* **Exercise description**: All the entries need to be quoted exactly, apart from the pictures, which you should drop.

* **Records provided**:
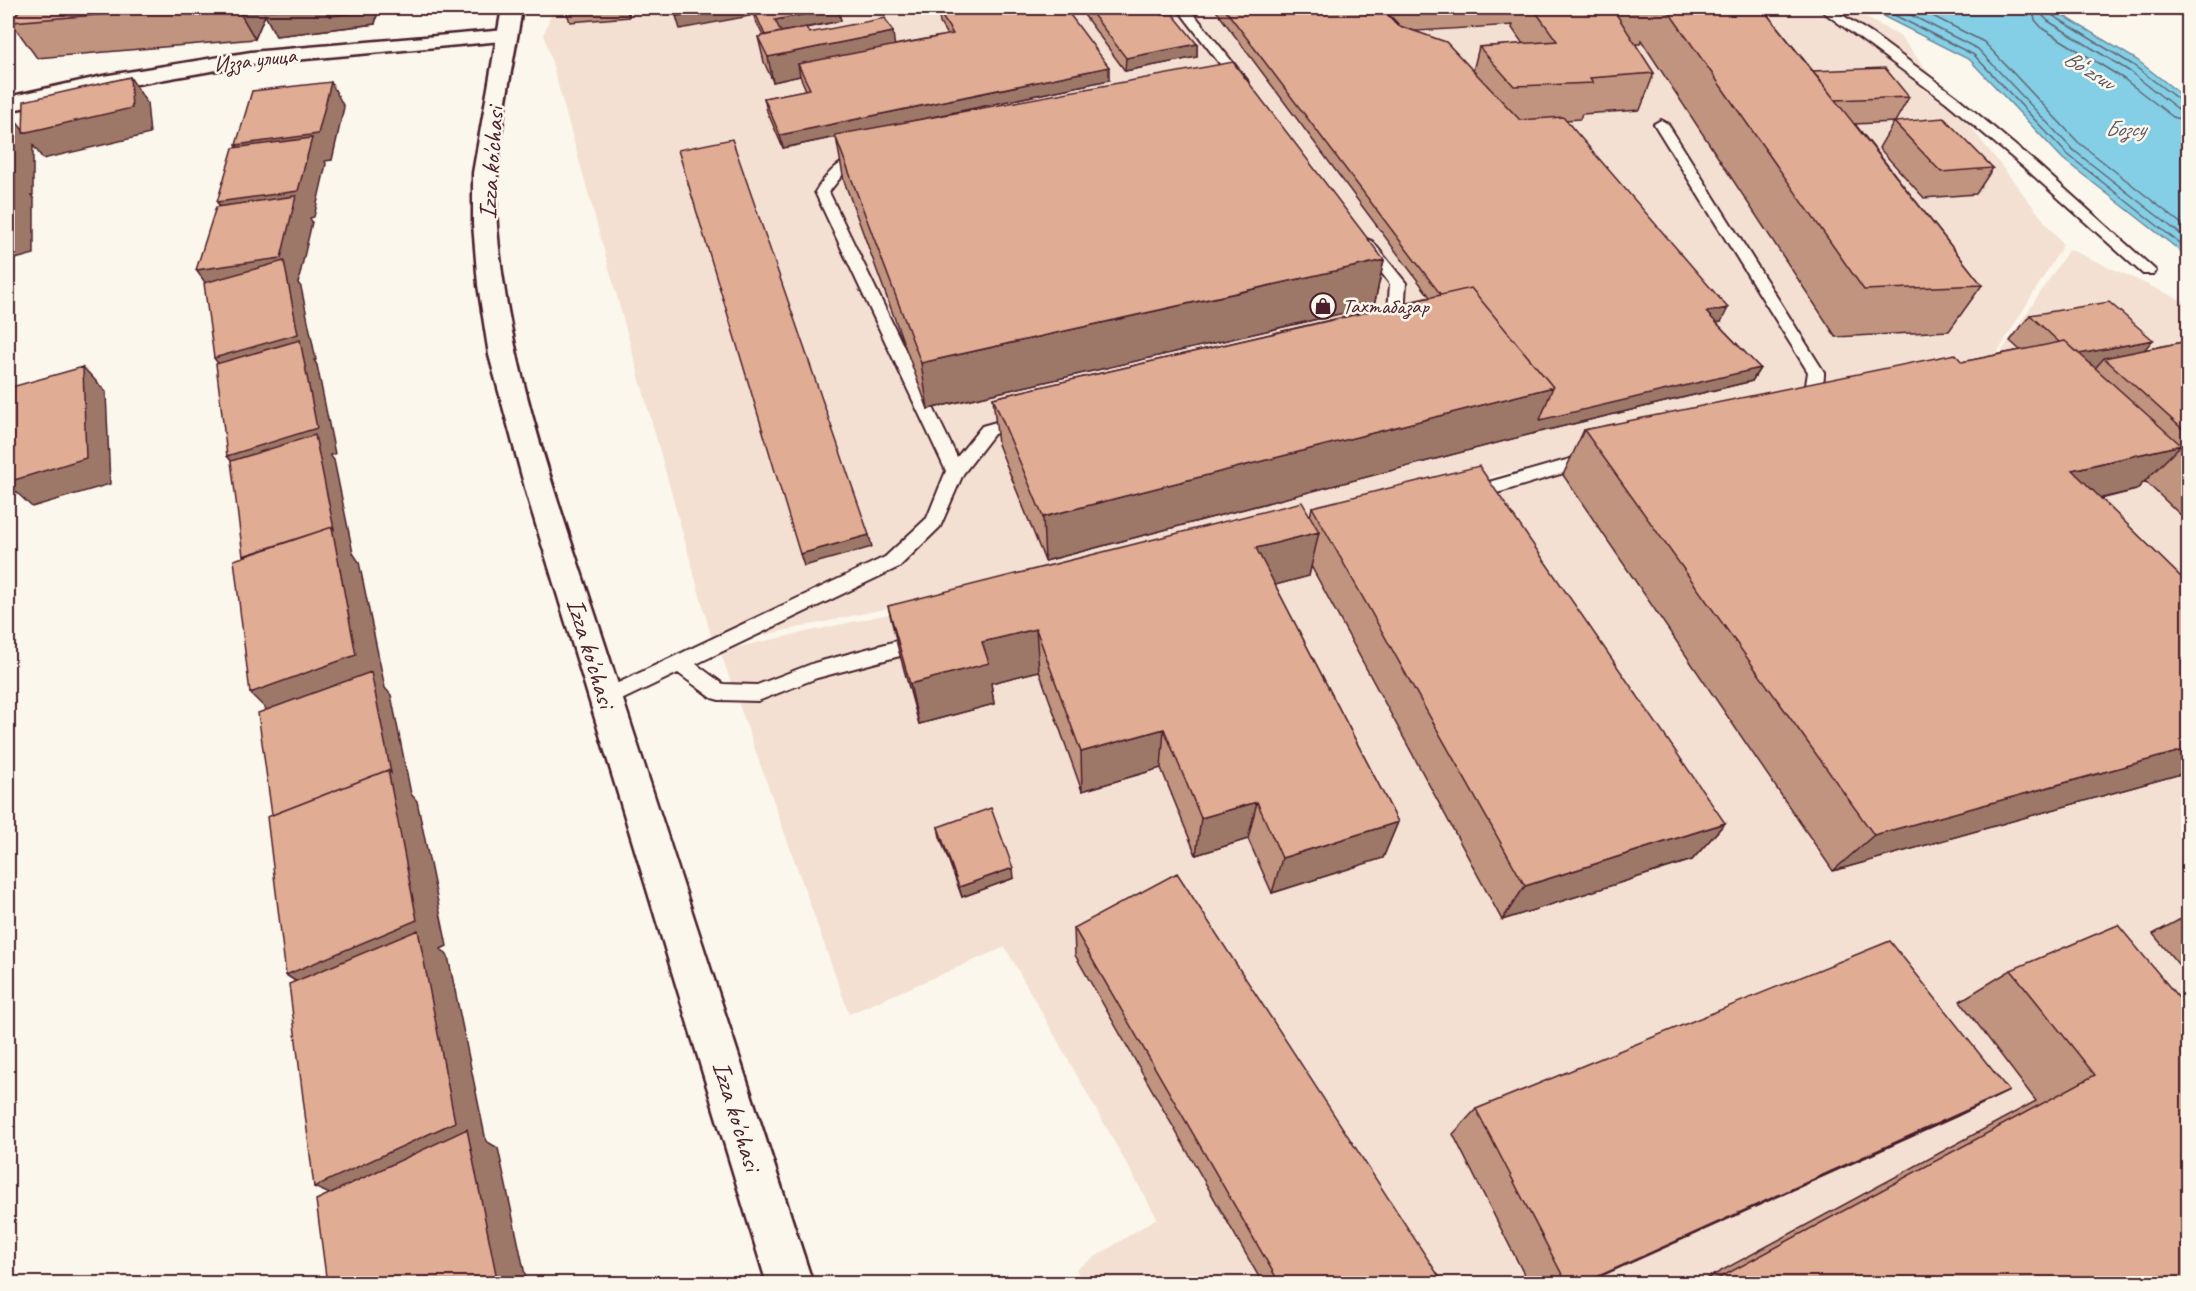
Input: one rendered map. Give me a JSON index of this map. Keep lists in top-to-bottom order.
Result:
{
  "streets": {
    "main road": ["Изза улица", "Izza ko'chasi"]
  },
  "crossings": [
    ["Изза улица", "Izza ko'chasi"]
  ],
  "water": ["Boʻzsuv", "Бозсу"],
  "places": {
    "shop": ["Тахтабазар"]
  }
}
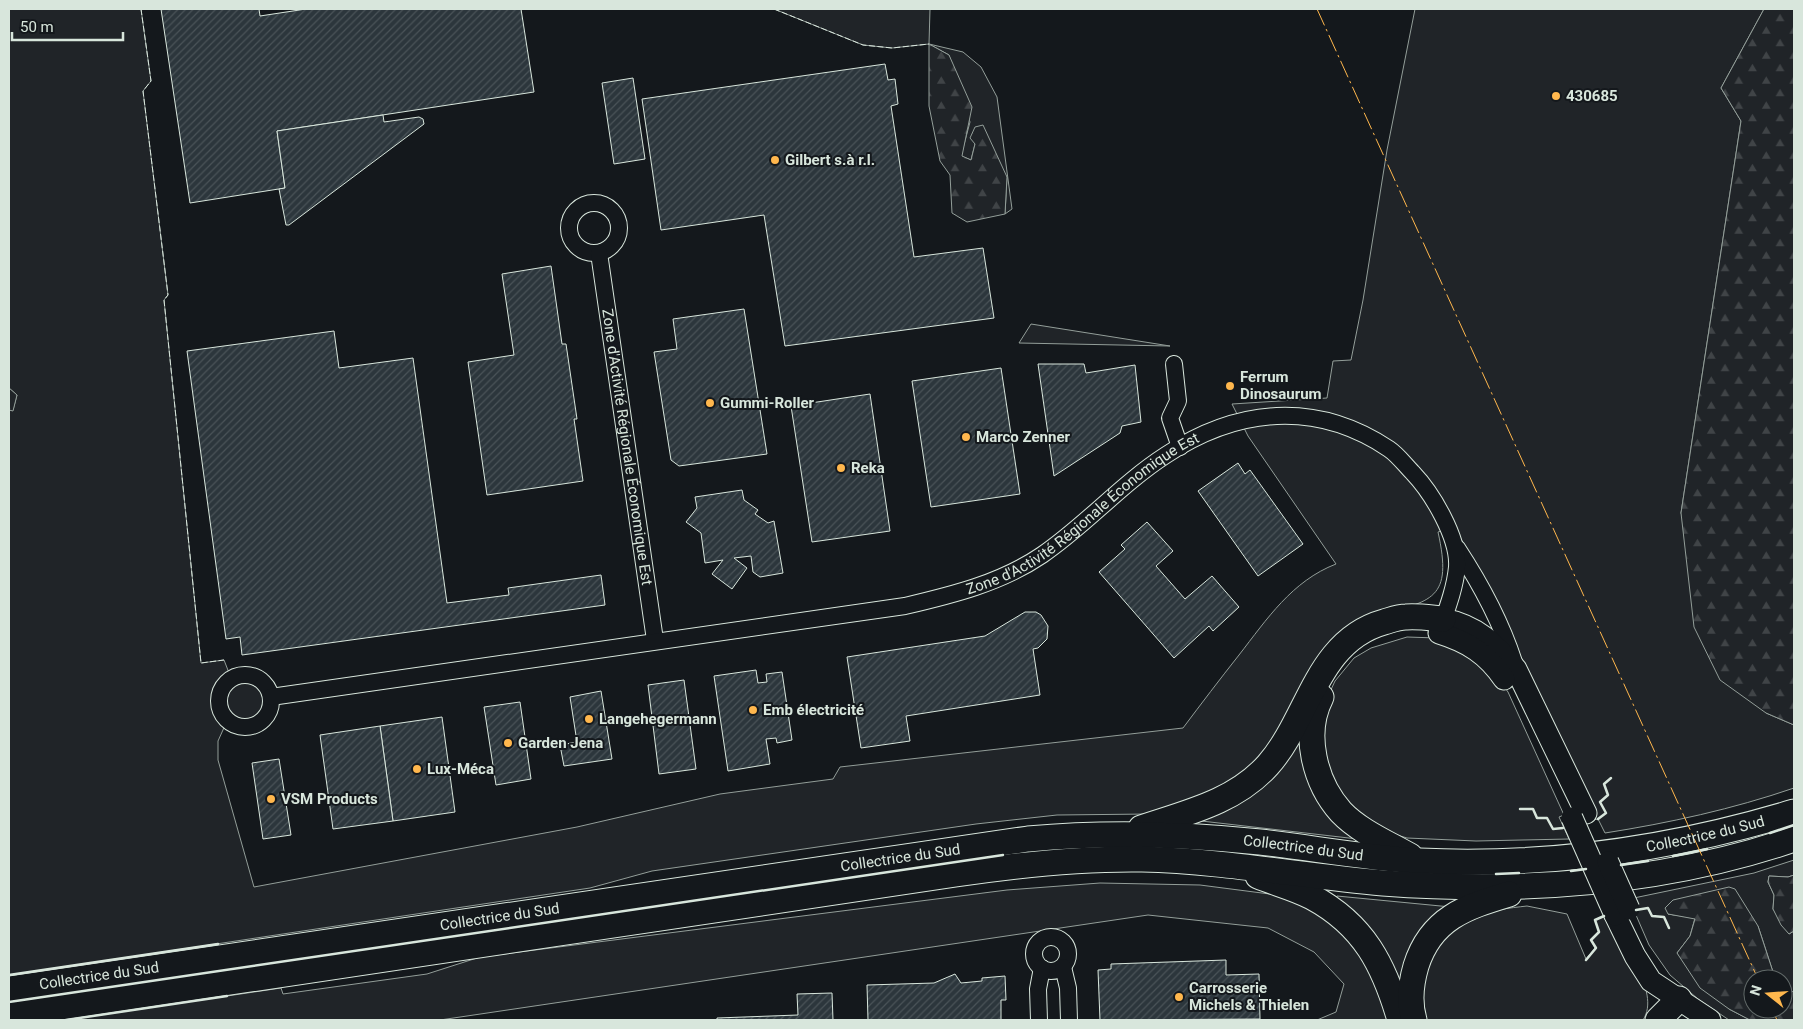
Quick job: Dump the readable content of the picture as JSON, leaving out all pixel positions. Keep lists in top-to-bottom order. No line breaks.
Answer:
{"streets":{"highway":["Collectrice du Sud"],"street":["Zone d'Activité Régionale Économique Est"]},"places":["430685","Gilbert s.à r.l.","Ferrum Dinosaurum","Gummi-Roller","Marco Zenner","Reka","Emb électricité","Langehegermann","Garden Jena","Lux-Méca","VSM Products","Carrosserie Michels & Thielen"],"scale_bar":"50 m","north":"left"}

* **Solution to this exercise**:
Input: one rendered map. Give me a JSON index of this map. Keep lists in top-to-bottom order.
Result:
{
  "streets": {
    "main road": ["Изза улица", "Izza ko'chasi"]
  },
  "crossings": [
    ["Изза улица", "Izza ko'chasi"]
  ],
  "water": ["Boʻzsuv", "Бозсу"],
  "places": {
    "shop": ["Тахтабазар"]
  }
}
Quick job: Dump the readable content of the picture as JSON, leaving out all pixel positions. Keep lists in top-to-bottom order. No line breaks.
Answer:
{"streets":{"highway":["Collectrice du Sud"],"street":["Zone d'Activité Régionale Économique Est"]},"places":["430685","Gilbert s.à r.l.","Ferrum Dinosaurum","Gummi-Roller","Marco Zenner","Reka","Emb électricité","Langehegermann","Garden Jena","Lux-Méca","VSM Products","Carrosserie Michels & Thielen"],"scale_bar":"50 m","north":"left"}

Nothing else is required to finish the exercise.